Dans nos pratiques vestimentaires, le noir a toujours été une couleur ambivalente, portée aussi bien pour célébrer un événement que pour enterrer un proche.
Au XVe siècle, le héraut Sicile écrivait déjà : « bien que la couleur noire paraisse triste, elle est de haut état et de grande vertu ». A la fin du XIXe siècle la situation n’avait que peu changée ; le critique d’art Gustave Geoffroy constatait encore que l’habit noir, cette « funèbre enveloppe dont nous nous revêtons en signe de joie, aux soirs de plaisir », était « à la fois mortuaire et [gaie] ».
Aujourd’hui cette couleur se fait plus rare dans nos placards : on la juge souvent lugubre et ennuyeuse ; en 2022 le site internet « La cravate rouge » rappelle ainsi qu’une cravate noire peut être un signe de deuil à ne pas arborer trop souvent au risque d’être perçu comme « quelqu’un qui serait triste ou fade ». Nous pouvons nous demander d’où le noir tient sa morne réputation.
Pour connaître l'avis de Benoît sur cette couleur, il y a une vidéo complète sur le sujet :
1. C'EST LA COULEUR DE LA PEUR ET DE LA MORT
Dans notre imaginaire collectif, le noir est associé à plusieurs concepts, expressions, entités aux connotations négatives. C’est tout d’abord la couleur de la nuit, du néant, de la mort, opposée au blanc de l’espoir, à la lumière de la veilleuse éloignant les démons de l’enfance.
L’historien Michel Pastoureau, dans un livre consacré au sujet (Seuil, 2008), a constaté que c’est véritablement à partir du XIe siècle qu’elle fut associée au diable, le « prince des Ténèbres », et qu’elle colora les vêtements de ceux ayant commerce avec lui.
Satan remet un livre noir aux adeptes en échange du livre des Evangiles - Compendium Maleficarum, traité sur les sorcières, leurs maléfices et leurs sortilèges de Francesco Maria Guazzo, 1608.
Jusqu’à aujourd’hui elle reste la couleur par excellence des sorcières, ses servantes.
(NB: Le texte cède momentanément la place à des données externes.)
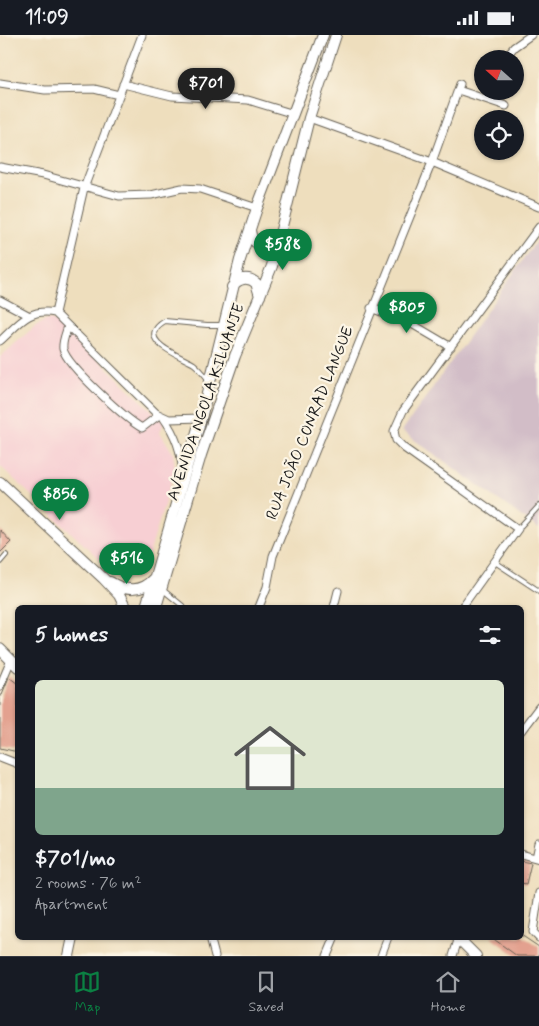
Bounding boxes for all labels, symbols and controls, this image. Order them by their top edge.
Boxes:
text: 11:09 [25,5,69,30]
north arrow [474,50,524,100]
map controls [474,50,524,160]
pin: $701 [176,67,236,110]
text: $701 [189,73,223,94]
button: locate [474,110,524,160]
pin: $588 [253,229,313,271]
text: $588 [265,234,301,255]
pin: $805 [377,291,437,334]
text: $805 [389,297,425,318]
street label: AVENIDA NGOLA KILUANJE [162,300,250,504]
street label: RUA JOÃO CONRAD LANGUE [261,323,359,523]
pin: $856 [30,479,90,521]
text: $856 [43,484,77,505]
pin: $516 [97,543,157,585]
text: $516 [110,548,144,569]
text: 5 homes [35,621,108,649]
icon: filters [476,621,504,649]
icon: home [225,713,315,803]
text: $701/mo [35,845,115,873]
text: 2 rooms · 76 m² [35,873,142,894]
text: Apartment [35,894,108,915]
tab: Map [73,968,101,1016]
tab: Saved [248,968,284,1016]
tab: Home [431,968,466,1016]

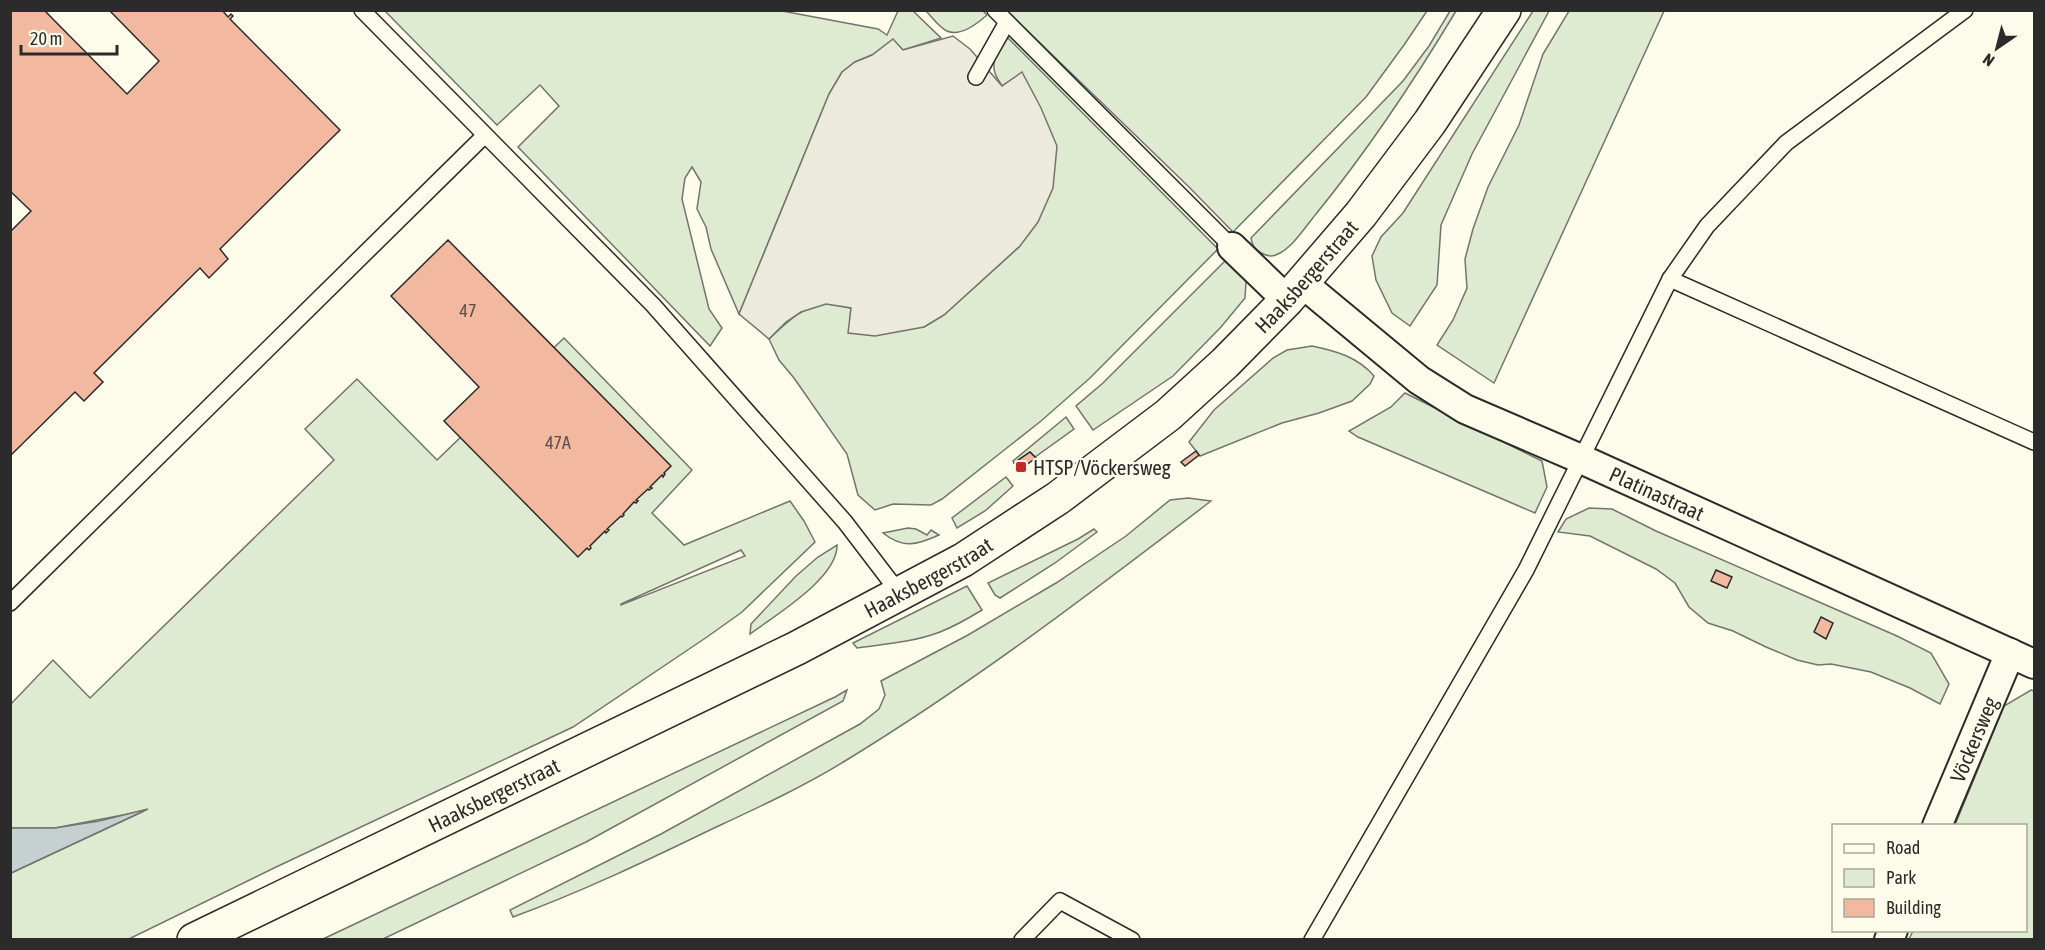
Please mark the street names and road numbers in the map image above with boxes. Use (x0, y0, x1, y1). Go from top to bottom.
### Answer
street label: Haaksbergerstraat (1250, 215, 1362, 338)
street label: Platinastraat (1606, 462, 1708, 525)
street label: Haaksbergerstraat (860, 532, 997, 622)
street label: Vöckersweg (1945, 693, 2002, 786)
street label: Haaksbergerstraat (424, 753, 563, 837)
Illustration anonyme pour une carte Credit IM Kharbine Tapabor
Elle est aussi à la base de l’amalgame que font certains entre les adeptes des looks gothiques et les satanistes. Pensons également au menaçant pavillon noir des pirates, aux superstitions entourant les animaux de cette couleur, en particulier le chat et le corbeau. Dans notre langue même, le noir est rarement positif : on broie du noir, jamais du bleu, on a des idées noires, jamais des rouges.
Il est aussi devenu l’adjectif de moments tragiques de notre histoire, de la grande peste « noire » qui frappa l’Europe au XIVe siècle au « jeudi noir » du 24 octobre 1929, premier jour du pire krach boursier du XXe siècle. C’est de plus une couleur autoritaire, associée au contrôle et à la punition, pouvant donc inspirer la crainte.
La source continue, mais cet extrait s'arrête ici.